I feel like passwords can be way too sensitive to entrust to a third party. Even if you can verify that it is secure, you could still find yourself in a jam if their service goes down or is otherwise inaccessible.
You don't have to worry about any of this with a KeePass database. You just have to deal with the very mild inconvenience of keeping your database synchronized across devices.
> You just have to deal with the very mild inconvenience of keeping your database synchronized across devices.
Which is pretty easy with SyncThing. Other services like Dropbox are also fine if you have a sufficiently high entropy password. The danger isn't in the "online", but a third party being able to decrypt your passwords.
"Other services like Dropbox are also fine if you have a sufficiently high entropy password"
That's why you add that binary key file to the mix that you liberally distribute to all your devices. But that you carefully keep far off your sync platform. The danger of a weak password is when a device falls into the wrong hands, a compromised sync platform is much less of a concern (if the file is in the mix).

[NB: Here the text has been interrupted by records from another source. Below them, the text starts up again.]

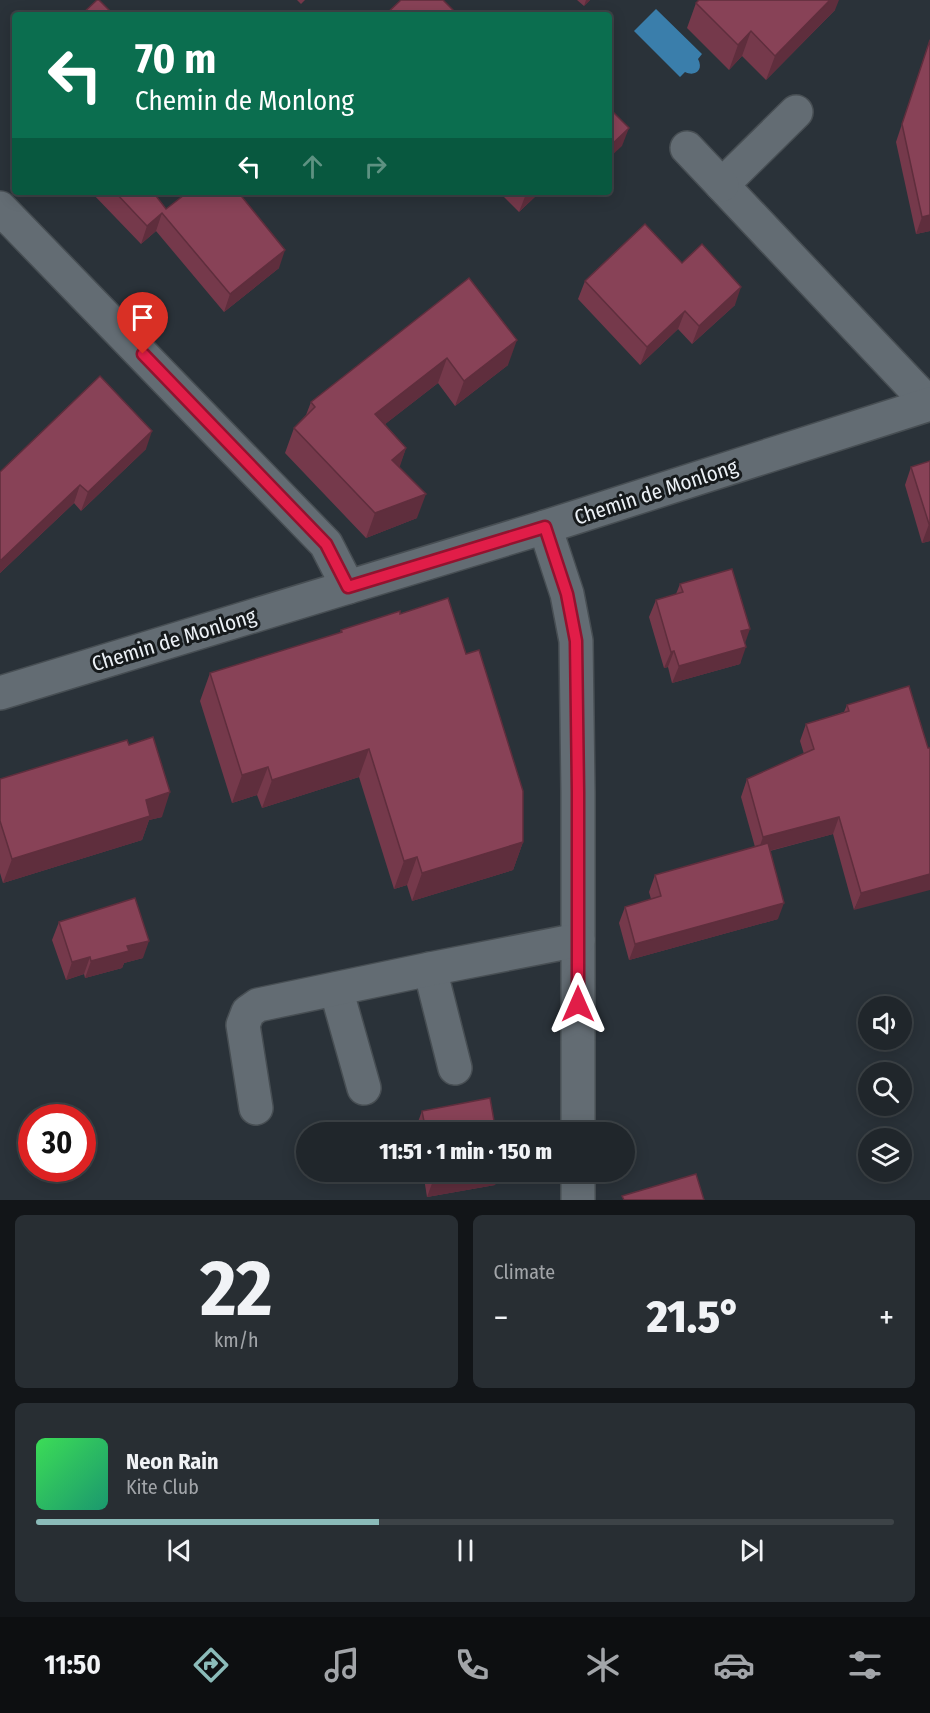 <!DOCTYPE html>
<meta charset="utf-8">
<style>
:root{--surface:#20262b;--page:#282e33;--text:#f1f3f6;--muted:#a2a5a9;--line:#3d4347;--accent:#8bbbb9}
body{margin:0;font-family:"Fira Sans Condensed",sans-serif;background:var(--page);color:var(--text);height:100vh;display:flex;flex-direction:column;font-size:22px;white-space:nowrap}
*{box-sizing:border-box;margin:0}
p{font-size:20px;color:var(--muted)}
.icon{flex:none;width:33px;height:33px;fill:none;stroke:currentColor;stroke-width:2;stroke-linecap:round;stroke-linejoin:round}
.map{position:relative;height:1200px;overflow:hidden}
.panel{display:flex;flex-direction:column;gap:15px;padding:15px;background:#121518;flex:1}
.panel>*{flex:none}
.hud{position:absolute;left:12px;top:12px;width:600px;height:183px;border-radius:6px;box-shadow:0 3px 15px #0003,0 0 0 2px var(--line);background:#0b6e4f;color:#fff;overflow:hidden}
.buttons{position:absolute;left:858px;top:996px;display:grid;gap:12px}
.buttons a{display:grid;place-items:center;width:54px;height:54px;border-radius:50%;background:var(--surface);box-shadow:0 3px 15px #0003,0 0 0 2px var(--line);font-size:30px}
.speed{position:absolute;left:18px;top:1104px;display:flex;gap:12px;font-size:30px;font-weight:700;text-align:center}
.speed>*{display:grid;place-content:center;width:78px;height:78px;border-radius:50%;background:var(--surface);box-shadow:0 3px 15px #0003,0 0 0 2px var(--line);line-height:1}
.speed .limit{border:9px solid #d22;background:#fff;color:#111}
.pin{position:absolute;display:grid;place-items:center;width:51px;height:51px;color:#fff;margin:-62px -26px;border-radius:50% 50% 50% 0;rotate:-45deg;box-shadow:0 0 6px #0007}
.pin .icon{rotate:45deg}
.me{position:absolute;width:66px;margin:-33px;rotate:0deg;stroke-linejoin:round;filter:drop-shadow(0 0 4px #0008)}
.turn{display:flex;align-items:center;gap:21px;height:126px;padding:0 24px;font-size:27px}
.turn .icon{width:78px;height:78px;stroke-width:2.5}
.turn b{display:block;font-size:42px;line-height:51px}
.lanes{display:flex;align-items:center;height:57px;padding:0 24px;background:#0003;justify-content:center;gap:30px;direction:ltr}
.lanes .off{opacity:.35}
.big{font-size:45px;font-weight:800;line-height:1.1}
.panel .card{flex:1;display:flex;flex-direction:column;justify-content:center;gap:9px;min-width:0;padding:0 21px;border-radius:9px;background:var(--page)}
.panel .dial{align-items:center;gap:0}
.dial b{font-size:78px;line-height:1}
.song{display:flex;align-items:center;gap:18px}
.cover{width:72px;height:72px;border-radius:9px;background:linear-gradient(135deg,hsl(130 70% 55%),hsl(160 70% 35%))}
.played{height:6px;border-radius:3px;background:linear-gradient(90deg,var(--accent) 40%,var(--line) 40%)}
.keys{display:flex;justify-content:space-around;direction:ltr}
.heat{display:flex;justify-content:space-between;align-items:center;font-size:33px;direction:ltr}
.panel .tiles{flex:1;display:grid;gap:15px;grid-template-columns:1fr 1fr}
.card:last-child{grid-column:span 2}
.trip{position:absolute;left:296px;top:1122px;width:339px;height:60px;border-radius:30px;background:var(--surface);box-shadow:0 3px 15px #0003,0 0 0 2px var(--line);font-weight:800;line-height:60px;text-align:center}
.tabs{display:flex;height:96px;justify-content:space-around;align-items:center;background:#0d0f11;color:var(--muted)}
.tabs .icon{width:42px;height:42px}
.tabs .active{color:var(--accent)}
.tabs b{font-size:27px;color:var(--text)}
.map>svg:first-child{display:block}
.water{fill:#3a7eab}
.lines{fill:none;stroke-linecap:round;stroke-linejoin:round}
.minor-casing{stroke:#474e53;stroke-width:36}
.minor{stroke:#636c73;stroke-width:33}
.wall{fill:#75394b}
.shaded-wall{fill:#5f2e3d}
.building{fill:#884257;stroke:#5f2e3d;stroke-width:1.5}
.route-casing{stroke:#92132f;stroke-width:15}
.route{stroke:#e11d48;stroke-width:10}
.labels{text-anchor:middle;dominant-baseline:central;stroke-width:6;stroke-linejoin:round;paint-order:stroke}
.street-label{font-size:21px;fill:#ecf1f6;stroke:#161a1c}
</style>
<div class="map">
<svg width="930" height="1200" viewBox="0 0 930 1200">
<rect width="100%" height="100%" fill="#2a3239"/>
<path class="water" d="M656 9 702 54 698 59C704 70 695 77 685 72L680 77 634 31Z"/>
<g class="lines">
<g class="minor-casing">
<g id="minor">
<path d="M796 112 722 185 929 404"/>
<path d="M687 148 722 185"/>
<path d="M0 208 326 544 348 587"/>
<path d="M545 527 567 594 576 641 578 792V1132"/>
<path d="M0 693 545 527 930 404"/>
<path d="M430 969 455 1068"/>
<path d="M336 989 364 1088"/>
<path d="M256 1108 243 1025 248 1012 258 1005 430 969 578 940"/>
<path d="M578 1200V1172"/>
</g>
</g>
<use href="#minor" class="minor"/>
</g>
<g class="wall">
<path d="M297 0H305L301 4Z"/>
<path d="M577 0H590L584 6Z"/>
<path d="M696 3 835 10 766 80 742 56 729 70 687 28Z"/>
<path d="M930 39V231L916 234 896 142Z"/>
<path d="M91 192H153L166 209 279 268 224 312 156 231 141 244Z"/>
<path d="M499 192H540L519 212Z"/>
<path d="M682 263 735 305 692 344 678 329 640 365 578 299 585 281Z"/>
<path d="M469 278 508 365 455 406 438 383 385 424 406 448 399 467 417 518 366 538 285 453 294 428 306 415 311 402Z"/>
<path d="M146 449 81 511 74 503 0 573V472Z"/>
<path d="M930 461V541L922 543 905 485 911 467Z"/>
<path d="M680 584 745 643 740 664 672 683 668 667 664 668 649 617 656 600 676 594Z"/>
<path d="M400 614 523 842 513 870 412 901 407 885 394 889 359 777 262 808 257 795 232 803 200 701 210 673 340 633 341 630Z"/>
<path d="M847 705 928 748 854 910 833 834 770 851 778 919 629 960 619 923 625 907 651 899 649 892 655 875 755 847 741 797 747 779 804 754 800 741 806 724 844 712Z"/>
<path d="M0 779 162 817 149 820 142 840 3 883 0 873Z"/>
<path d="M59 922 143 958 124 963 122 968 85 978 84 974 66 980 52 940Z"/>
<path d="M422 1111 496 1132H416L415 1130Z"/>
<path d="M331 1172H366L333 1178Z"/>
<path d="M423 1172H499L495 1185 427 1197Z"/>
</g>
<g class="shaded-wall">
<path d="M586 0H590L584 6Z"/>
<path d="M830 0H839L835 10 766 80 775 56Z"/>
<path d="M751 31 742 56 729 70 738 45Z"/>
<path d="M629 128 622 146 609 158V147Z"/>
<path d="M528 192H540L519 212 526 194Z"/>
<path d="M162 213 156 231 141 244 147 226Z"/>
<path d="M930 215V231L916 234 922 217Z"/>
<path d="M285 250 279 268 224 312 230 294Z"/>
<path d="M741 287 735 305 692 344 699 326Z"/>
<path d="M685 311 678 329 640 365 647 347Z"/>
<path d="M517 340 508 365 455 406 464 381Z"/>
<path d="M447 358 438 383 366 439 375 414Z"/>
<path d="M152 431 146 449 81 511 88 492Z"/>
<path d="M406 448 398 472 392 460Z"/>
<path d="M80 485 74 503 0 573V561Z"/>
<path d="M426 494 417 518 366 538 375 513Z"/>
<path d="M929 524H930V541L922 543Z"/>
<path d="M750 629 744 646 741 631Z"/>
<path d="M746 647 740 664 672 683 679 666Z"/>
<path d="M674 651 668 667 664 668 671 652Z"/>
<path d="M369 749 359 777 262 808 272 780Z"/>
<path d="M268 767 257 795 232 803 242 775Z"/>
<path d="M170 792 162 817 149 820 142 840 3 883 12 859 146 800Z"/>
<path d="M839 817 833 834 757 854 763 837Z"/>
<path d="M523 842 513 870 412 901 422 873Z"/>
<path d="M417 857 407 885 394 889 404 861Z"/>
<path d="M930 874V890L854 910 861 893Z"/>
<path d="M784 903 778 919 629 960 635 944Z"/>
<path d="M149 941 143 958 124 963 122 968 85 978 91 961 127 946Z"/>
<path d="M90 957 84 974 66 980 72 962Z"/>
<path d="M335 1172H366L333 1178Z"/>
<path d="M471 1172H499L495 1185 427 1197 434 1178Z"/>
</g>
<g class="building">
<path d="M97 0H99L114 15H81Z"/>
<path d="M401 0H443L458 15H385Z"/>
<path d="M699 0H830L775 56 751 31 738 45 696 3Z"/>
<path d="M930 40V215L922 217 902 124Z"/>
<path d="M609 108 629 128 609 147Z"/>
<path d="M115 192H153L166 209 188 192H238L285 250 230 294 162 213 147 226Z"/>
<path d="M645 224 682 263 702 244 741 287 699 326 685 311 647 347 585 281Z"/>
<path d="M469 278 517 340 464 381 447 358 375 414 406 448 392 460 426 494 375 513 294 428 315 407 311 402Z"/>
<path d="M100 376 152 431 88 492 80 485 0 561V472Z"/>
<path d="M930 461V524H929L911 467Z"/>
<path d="M732 569 750 629 741 631 746 647 679 666 674 651 671 652 656 600 683 592 680 584Z"/>
<path d="M448 598 466 654 479 650 523 791V842L422 873 417 857 404 861 369 749 272 780 268 767 242 775 210 673 342 632 341 630 400 611V614Z"/>
<path d="M909 686 928 748H930V874L861 893 839 817 763 837 747 779 814 749 806 724 849 711 847 705Z"/>
<path d="M153 737 170 792 146 800 150 816 12 859 0 821V779L127 740 129 745Z"/>
<path d="M768 843 784 903 635 944 625 907 661 896 655 875Z"/>
<path d="M135 898 149 941 127 946 129 951 91 961 90 957 72 962 59 922Z"/>
<path d="M490 1098 496 1132H426L422 1111Z"/>
<path d="M369 1126 370 1132H336Z"/>
<path d="M433 1172H471L434 1178Z"/>
<path d="M696 1174 704 1200H624L622 1196Z"/>
</g>
<g class="lines">
<g class="route-casing">
<path id="route" d="M143 354 326 544 348 587 545 527 567 594 576 641 578 792V1004"/>
</g>
<use href="#route" class="route"/>
</g>
<g class="labels">
<g class="street-label">
<text transform="translate(656 492) rotate(-18)">Chemin de Monlong</text>
<text transform="translate(174 640) rotate(-17)">Chemin de Monlong</text>
</g>
</g>
</svg>
<div class="buttons">
<a><svg class="icon" aria-label="sound" viewBox="0 0 24 24"><path d="M4 9h4l5-4v14l-5-4H4zM17 9q2 3 0 6"/></svg></a>
<a><svg class="icon" aria-label="search" viewBox="0 0 24 24"><circle cx="10" cy="10" r="6"/><path d="M15 15l6 6"/></svg></a>
<a><svg class="icon" aria-label="layers" viewBox="0 0 24 24"><path d="M12 4l9 5-9 5-9-5zM3 14l9 5 9-5"/></svg></a>
</div>
<div class="speed"><div class="limit">30</div></div>
<div class="pin" style="left:143px;top:354px;background:#d93025"><svg class="icon" aria-label="arrive" viewBox="0 0 24 24"><path d="M6 21V4h12l-3 4 3 4H6"/></svg></div>
<svg class="me" style="left:578px;top:1004px" viewBox="-20 -20 40 40"><path d="M0-17L14 15 0 8-14 15z" fill="#e11d48" stroke="#fff" stroke-width="4"/></svg>
<div class="trip">11:51 · 1 min · 150 m</div>
<div class="hud">
<div class="turn"><svg class="icon" aria-label="left" viewBox="0 0 24 24"><path d="M17 20v-9H6M10 6l-5 5 5 5"/></svg><div><b>70 m</b>Chemin de Monlong</div></div>
<div class="lanes"><svg class="icon" aria-label="left" viewBox="0 0 24 24"><path d="M17 20v-9H6M10 6l-5 5 5 5"/></svg><svg class="icon off" aria-label="ahead" viewBox="0 0 24 24"><path d="M12 20V5M6 11l6-6 6 6"/></svg><svg class="icon off" aria-label="right" viewBox="0 0 24 24"><path d="M7 20v-9h11M14 6l5 5-5 5"/></svg></div>
</div>
</div>
<section class="panel">
<div class="tiles">
<div class="card dial"><b>22</b><p>km/h</p></div>
<div class="card"><p>Climate</p>
<div class="heat"><a>−</a><b class="big">21.5°</b><a>+</a></div>
</div>
<div class="card">
<div class="song"><i class="cover"></i><div><b>Neon Rain</b><p>Kite Club</p></div></div>
<div class="played"></div>
<div class="keys"><svg class="icon" aria-label="previous" viewBox="0 0 24 24"><path d="M18 5L8 12l10 7zM5 5v14"/></svg><svg class="icon" aria-label="pause" viewBox="0 0 24 24"><path d="M8 5v14M16 5v14"/></svg><svg class="icon" aria-label="next" viewBox="0 0 24 24"><path d="M6 5l10 7-10 7zM19 5v14"/></svg></div>
</div>
</div>
</section>
<nav class="tabs">
<b>11:50</b>
<svg class="icon active" aria-label="directions" viewBox="0 0 24 24"><path d="M12 3l9 9-9 9-9-9zM9 14v-3h6M13 9l2 2-2 2"/></svg>
<svg class="icon" aria-label="music" viewBox="0 0 24 24"><path d="M9 18V5l10-2v13"/><circle cx="6" cy="18" r="3"/><circle cx="16" cy="16" r="3"/></svg>
<svg class="icon" aria-label="phone" viewBox="0 0 24 24"><path d="M5 4h4l2 5-3 2q2 4 5 5l2-3 5 2v4C11 20 4 13 5 4z"/></svg>
<svg class="icon" aria-label="climate" viewBox="0 0 24 24"><path d="M12 3v18M4 7l16 10M4 17L20 7"/></svg>
<svg class="icon" aria-label="car" viewBox="0 0 24 24"><path d="M5 17H2v-5l4-1 3-4h7l3 4 3 1v5h-3M9 17h6M6 11h13"/><circle cx="7" cy="17" r="2"/><circle cx="17" cy="17" r="2"/></svg>
<svg class="icon" aria-label="filters" viewBox="0 0 24 24"><path d="M4 7h16M4 17h16"/><circle cx="9" cy="7" r="2"/><circle cx="15" cy="17" r="2"/></svg>
</nav>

I haven't touched KeePass in a while(especially since it always had its quirks outside of Windows, being .NET), but KeePassXC which started as a merger of all the various patches to KeepassX(the QT implementation), has been very active. It has a more secure browser integration than the original had, although it's worth noting that nothing ever came close to the accuracy of 1Password when it comes to website quirk integration[1]. There's also TouchID, OTP, better encryption and Yubikey integration of the top of my list.
I'd suggest using it in conjunction with Keepass2Android and KyPass(on iOS, someone mentioned Strongbox), although the Keepass2Android syncs and merges properly and the iOS does not.
Yes, if you can keep your password local it's still the best option.
Sadly, once your use case becomes complicated and you need to share between devices, and potentially have partial sharing between people (e.g. your spouse, your parents etc.), it becomes a nightmare to manage. In particular trying to explain how sync is supposed to work with a third party on iOS is just pain.
I'm eyeing at self-hosted BitWarden instances, but then I kinda fear to someday be the one shooting myself in the foot and nuking everyone's literally life critical credentials...
> you could still find yourself in a jam if their service goes down
This is true for many password managers that sync with the cloud. I use 1Password and I've made sure that I install apps on at least a couple of devices because the apps a local copy of the password data that can be accessed offline.
I've done that with another password manager that I used in the past too.
I used KeePass in the past and would likely still be using it if I didn't get 1Password free (free family account if your employer has a business account) and if I didn't need to have secure sharing with my wife.
Let me know if you know of a secure, convenient way to share password entries with another person using KeepPass that doesn't involve you sharing the your whole password database. I know you can have yet another password database that only contains shared records... but that definitely fails the convenience factor.
I use a combination of a local only solution for the "master list" of passwords that I backup to cloud storage (which is not synced to my phone) in conjunction with the saved passwords & sync capabilities of Firefox for accessing it on my phone. Occasionally I'll be in a position where I'm on my phone and Firefox doesn't happen to have my latest password saved, so I just initiate a password reset for whatever that service is, set it to a new password, and then circle back later when I'm back on my machine to update my local only storage solution. It's not the most streamlined and user friendly, but it works well enough.
As mentioned throughout this thread, Syncthing can seamlessly sync between Android phones and Windows/Linux hosts. There are apps for iOS as well, but they can be a bit more finicky due to Apple's app sandbox implementation.
This, very much so. I use KeepassXC (Strongbox on iOS) with Seafile to sync the database files. It's only gotten better over the years, and I'd rather see my donation money go directly to the developers than get slurped up into some SaaS that doesn't care about me or security anyway.
Does your sync setup work in realtime in the background? Earlier this year I was evaluating iOS devices and a showstopper was the apparent inability to have keepass database updates push-synced: the closest I got was a scheduled copy of the file at a given time daily, but my nightmare was making a change on one device, needing that change on the iOS device, having it not be there, and not having network to go fetch it. It'd be neat if you've got a way to make this work more like Syncthing on Android.
No, that's a limitation in the setup but it's something I am willing to live with. I can make edits on my computer and "pull" them onto my phone, but not the other way around.
However I think this is a limitation of the app itself more than a limitation of the system in principle. As far as I can tell, the developer decided to only support a couple of the most popular cloud sync platforms. Maybe guess there is no consistent API for that sort of thing in iOS.
I feel like passwords can be way too sensitive to entrust to a third party. Even if you can verify that it is secure, you could still find yourself in a jam if their service goes down or is otherwise inaccessible.
You don't have to worry about any of this with a KeePass database. You just have to deal with the very mild inconvenience of keeping your database synchronized across devices.